We utilized immune cell lines where we could activate ACVR1 with their known physiological ligand BMP6. Mutated ACVR1 gains response to activin A in addition to maintaining the physiological response to BMP6 as the wild type form. Therefore, in these assays we interrogated in vitro, with addition of BMP6, the effects of BYL719 in the growth, migration and inflammatory gene expression upon conditions of activated ACVR1 receptor downstream signaling. We consider that understanding the effects of PI3Kα inhibition in the regulation of proliferation, migration and inflammatory cytokine expression in monocytes, macrophages and mast cells is essential to better define the potential outcome of BYL719 treatment for heterotopic ossifications.
Minor comments:
(1) The legends for Figure 1C were those for Figure 1D, and there were no descriptions for Figure 1C in the legends and methods section. The reviewer was unable to understand the meaning of BV/TV. What is TV?
(2) “However, in PI3Kα deficient mice ACVR1Q207D expression only led to minor ectopic calcifications that were already surrounded by fully regenerated muscle tissue on the 23rd day after injury (Figure 2D, Figure 2-Figure Supplement 1B)": There were no histological data either Figure 2D, Figure 2-Figure Supplement 1B), which showed muscle tissues.

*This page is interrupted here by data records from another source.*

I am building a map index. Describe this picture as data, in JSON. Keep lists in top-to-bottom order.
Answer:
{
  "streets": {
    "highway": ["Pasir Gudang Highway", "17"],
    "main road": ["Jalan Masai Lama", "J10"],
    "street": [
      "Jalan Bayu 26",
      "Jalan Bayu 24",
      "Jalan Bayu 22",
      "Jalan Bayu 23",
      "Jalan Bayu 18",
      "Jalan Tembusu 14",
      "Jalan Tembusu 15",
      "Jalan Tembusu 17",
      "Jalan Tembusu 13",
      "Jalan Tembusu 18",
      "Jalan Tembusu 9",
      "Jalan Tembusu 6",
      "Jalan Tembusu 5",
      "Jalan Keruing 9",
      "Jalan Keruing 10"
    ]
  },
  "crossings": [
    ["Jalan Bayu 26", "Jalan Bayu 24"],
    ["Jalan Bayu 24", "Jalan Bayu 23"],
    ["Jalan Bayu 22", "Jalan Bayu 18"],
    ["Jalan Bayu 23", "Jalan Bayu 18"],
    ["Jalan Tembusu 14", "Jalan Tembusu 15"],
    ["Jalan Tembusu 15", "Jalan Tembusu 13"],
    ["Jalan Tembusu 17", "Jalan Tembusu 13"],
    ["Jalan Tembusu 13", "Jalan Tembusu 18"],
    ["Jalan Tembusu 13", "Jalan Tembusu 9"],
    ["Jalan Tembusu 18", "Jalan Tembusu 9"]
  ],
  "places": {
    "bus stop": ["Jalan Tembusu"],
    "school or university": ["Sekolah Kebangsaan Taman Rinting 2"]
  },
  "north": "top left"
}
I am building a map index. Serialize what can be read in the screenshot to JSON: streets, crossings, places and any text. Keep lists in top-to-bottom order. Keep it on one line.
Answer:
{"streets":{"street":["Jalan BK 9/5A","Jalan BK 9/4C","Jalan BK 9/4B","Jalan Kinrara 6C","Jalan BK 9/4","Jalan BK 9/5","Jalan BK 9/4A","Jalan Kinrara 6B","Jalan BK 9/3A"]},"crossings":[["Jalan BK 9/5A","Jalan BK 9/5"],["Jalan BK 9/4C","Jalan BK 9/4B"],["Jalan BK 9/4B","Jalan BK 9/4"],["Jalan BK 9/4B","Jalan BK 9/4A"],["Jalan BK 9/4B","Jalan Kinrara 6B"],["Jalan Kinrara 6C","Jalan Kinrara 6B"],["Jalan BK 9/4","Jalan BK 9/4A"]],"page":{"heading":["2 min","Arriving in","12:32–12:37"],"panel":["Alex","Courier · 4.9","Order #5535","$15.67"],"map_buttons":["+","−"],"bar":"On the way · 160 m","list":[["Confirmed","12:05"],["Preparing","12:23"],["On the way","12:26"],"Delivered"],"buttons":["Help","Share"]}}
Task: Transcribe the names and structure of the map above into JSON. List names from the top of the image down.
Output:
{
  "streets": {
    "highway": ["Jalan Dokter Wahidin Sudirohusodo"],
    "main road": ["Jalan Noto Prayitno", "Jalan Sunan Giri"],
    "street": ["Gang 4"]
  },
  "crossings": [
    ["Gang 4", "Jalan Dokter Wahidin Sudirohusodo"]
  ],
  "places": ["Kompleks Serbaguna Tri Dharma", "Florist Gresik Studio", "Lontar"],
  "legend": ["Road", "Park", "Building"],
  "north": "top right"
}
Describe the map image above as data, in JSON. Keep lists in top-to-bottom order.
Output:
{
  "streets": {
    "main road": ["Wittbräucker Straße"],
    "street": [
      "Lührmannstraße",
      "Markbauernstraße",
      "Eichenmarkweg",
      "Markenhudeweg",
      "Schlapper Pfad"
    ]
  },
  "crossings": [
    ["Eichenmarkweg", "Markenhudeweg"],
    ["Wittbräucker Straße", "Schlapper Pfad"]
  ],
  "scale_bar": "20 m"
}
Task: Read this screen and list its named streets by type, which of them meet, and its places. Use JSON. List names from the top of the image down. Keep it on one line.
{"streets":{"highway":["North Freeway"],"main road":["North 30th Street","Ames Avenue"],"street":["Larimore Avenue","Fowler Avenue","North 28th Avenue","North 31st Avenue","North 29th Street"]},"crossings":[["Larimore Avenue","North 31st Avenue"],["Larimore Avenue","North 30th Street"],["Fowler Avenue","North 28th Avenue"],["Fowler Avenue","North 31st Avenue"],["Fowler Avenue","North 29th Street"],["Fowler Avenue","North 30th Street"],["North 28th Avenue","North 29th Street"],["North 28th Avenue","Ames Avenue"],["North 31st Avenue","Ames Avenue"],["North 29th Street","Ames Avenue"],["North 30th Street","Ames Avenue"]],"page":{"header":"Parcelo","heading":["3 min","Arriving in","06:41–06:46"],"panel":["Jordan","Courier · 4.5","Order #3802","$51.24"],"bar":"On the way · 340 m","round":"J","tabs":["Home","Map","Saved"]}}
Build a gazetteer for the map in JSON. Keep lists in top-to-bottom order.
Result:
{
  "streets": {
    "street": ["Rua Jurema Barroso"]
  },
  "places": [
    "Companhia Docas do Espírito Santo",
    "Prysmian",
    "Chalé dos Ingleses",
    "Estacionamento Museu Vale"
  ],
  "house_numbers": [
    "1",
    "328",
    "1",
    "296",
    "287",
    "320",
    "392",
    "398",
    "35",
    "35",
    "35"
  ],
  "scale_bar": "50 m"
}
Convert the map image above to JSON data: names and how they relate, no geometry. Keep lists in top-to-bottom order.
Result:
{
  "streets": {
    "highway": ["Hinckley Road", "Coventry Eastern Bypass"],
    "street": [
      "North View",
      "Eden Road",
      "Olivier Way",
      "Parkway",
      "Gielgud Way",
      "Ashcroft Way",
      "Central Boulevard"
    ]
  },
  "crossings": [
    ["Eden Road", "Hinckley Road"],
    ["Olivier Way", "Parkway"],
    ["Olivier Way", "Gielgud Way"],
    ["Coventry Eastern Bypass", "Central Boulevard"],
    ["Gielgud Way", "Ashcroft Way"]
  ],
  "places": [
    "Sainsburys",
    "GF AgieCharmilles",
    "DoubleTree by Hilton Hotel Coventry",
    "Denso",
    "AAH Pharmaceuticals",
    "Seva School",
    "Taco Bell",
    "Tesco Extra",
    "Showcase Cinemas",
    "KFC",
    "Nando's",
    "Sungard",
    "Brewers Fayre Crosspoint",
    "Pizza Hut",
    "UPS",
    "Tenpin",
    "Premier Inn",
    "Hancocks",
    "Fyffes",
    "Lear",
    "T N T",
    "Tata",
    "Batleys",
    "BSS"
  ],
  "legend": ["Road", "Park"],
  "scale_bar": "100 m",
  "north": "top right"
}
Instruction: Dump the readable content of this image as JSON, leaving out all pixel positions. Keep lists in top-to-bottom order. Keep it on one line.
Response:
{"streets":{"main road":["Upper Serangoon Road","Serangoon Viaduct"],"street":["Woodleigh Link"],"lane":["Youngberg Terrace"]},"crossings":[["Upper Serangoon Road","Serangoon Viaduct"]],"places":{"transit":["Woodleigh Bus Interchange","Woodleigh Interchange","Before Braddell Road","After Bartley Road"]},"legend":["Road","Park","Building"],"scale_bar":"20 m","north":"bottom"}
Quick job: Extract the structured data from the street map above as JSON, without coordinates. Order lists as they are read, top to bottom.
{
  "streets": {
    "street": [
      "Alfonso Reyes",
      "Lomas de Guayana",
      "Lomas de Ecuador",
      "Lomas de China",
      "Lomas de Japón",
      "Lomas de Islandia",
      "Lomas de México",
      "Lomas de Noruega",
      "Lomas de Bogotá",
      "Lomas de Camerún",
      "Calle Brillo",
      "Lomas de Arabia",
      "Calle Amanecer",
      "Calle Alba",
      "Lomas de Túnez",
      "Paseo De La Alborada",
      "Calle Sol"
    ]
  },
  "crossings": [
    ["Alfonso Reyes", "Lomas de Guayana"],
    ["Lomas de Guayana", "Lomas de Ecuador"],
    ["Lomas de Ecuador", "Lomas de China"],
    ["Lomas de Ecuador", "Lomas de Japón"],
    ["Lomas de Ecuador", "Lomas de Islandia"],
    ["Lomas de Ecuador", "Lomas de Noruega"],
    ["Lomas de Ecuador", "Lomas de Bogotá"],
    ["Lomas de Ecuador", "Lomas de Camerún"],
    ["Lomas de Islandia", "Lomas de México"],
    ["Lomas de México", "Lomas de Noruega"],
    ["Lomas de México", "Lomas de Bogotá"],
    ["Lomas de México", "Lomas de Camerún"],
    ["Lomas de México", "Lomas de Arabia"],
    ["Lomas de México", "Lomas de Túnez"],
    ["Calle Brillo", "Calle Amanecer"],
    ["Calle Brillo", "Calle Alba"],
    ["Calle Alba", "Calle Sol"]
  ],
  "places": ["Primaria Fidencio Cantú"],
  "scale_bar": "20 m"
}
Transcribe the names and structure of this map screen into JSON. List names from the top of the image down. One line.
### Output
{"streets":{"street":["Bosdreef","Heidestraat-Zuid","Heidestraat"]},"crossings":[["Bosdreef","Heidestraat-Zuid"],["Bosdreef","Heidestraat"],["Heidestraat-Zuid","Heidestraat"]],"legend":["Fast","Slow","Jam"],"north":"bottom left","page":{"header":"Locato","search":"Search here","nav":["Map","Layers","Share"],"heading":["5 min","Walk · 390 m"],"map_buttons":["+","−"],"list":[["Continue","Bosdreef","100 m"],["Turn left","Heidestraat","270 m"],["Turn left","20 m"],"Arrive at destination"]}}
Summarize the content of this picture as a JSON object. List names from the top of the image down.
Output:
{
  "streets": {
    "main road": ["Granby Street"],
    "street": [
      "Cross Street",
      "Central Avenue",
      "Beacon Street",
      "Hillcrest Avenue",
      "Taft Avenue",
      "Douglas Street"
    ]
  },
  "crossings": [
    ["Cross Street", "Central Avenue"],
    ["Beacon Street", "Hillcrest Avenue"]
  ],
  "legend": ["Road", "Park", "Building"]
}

(3) "The overexpression of Acvr1R206H increased basal and activin dependent expression of canonical (Id1 and Sp7) and non-canonical (Ptgs2) BMP target genes (Figure 3C),": There was no increase of Ptgs2 gene in basal level.
(4) Materials and Methods. Production of human fetal mesenchymal stem cells expressing ACVR1.: Is it derived from a fetus?
(5) Figure 6C: There was no description of the meaning of each column. What does AA mean and what is the number?
We introduced the missing information in the manuscript, Figure legends and material and methods section for points #1, 4 and 5. AA was Activin A, the number was the number of replicates. This has been detailed in the figure legend. We included images of the muscle regeneration after 23 days of treatment with BYL719 in mice after induction of HO in the new Figure 2, Figure Supplement 2 (point #2). We corrected the mistake in the manuscript refraining for suggesting increase of Ptgs2 gene expression by ACVR1-R206 at the basal level (Point #3).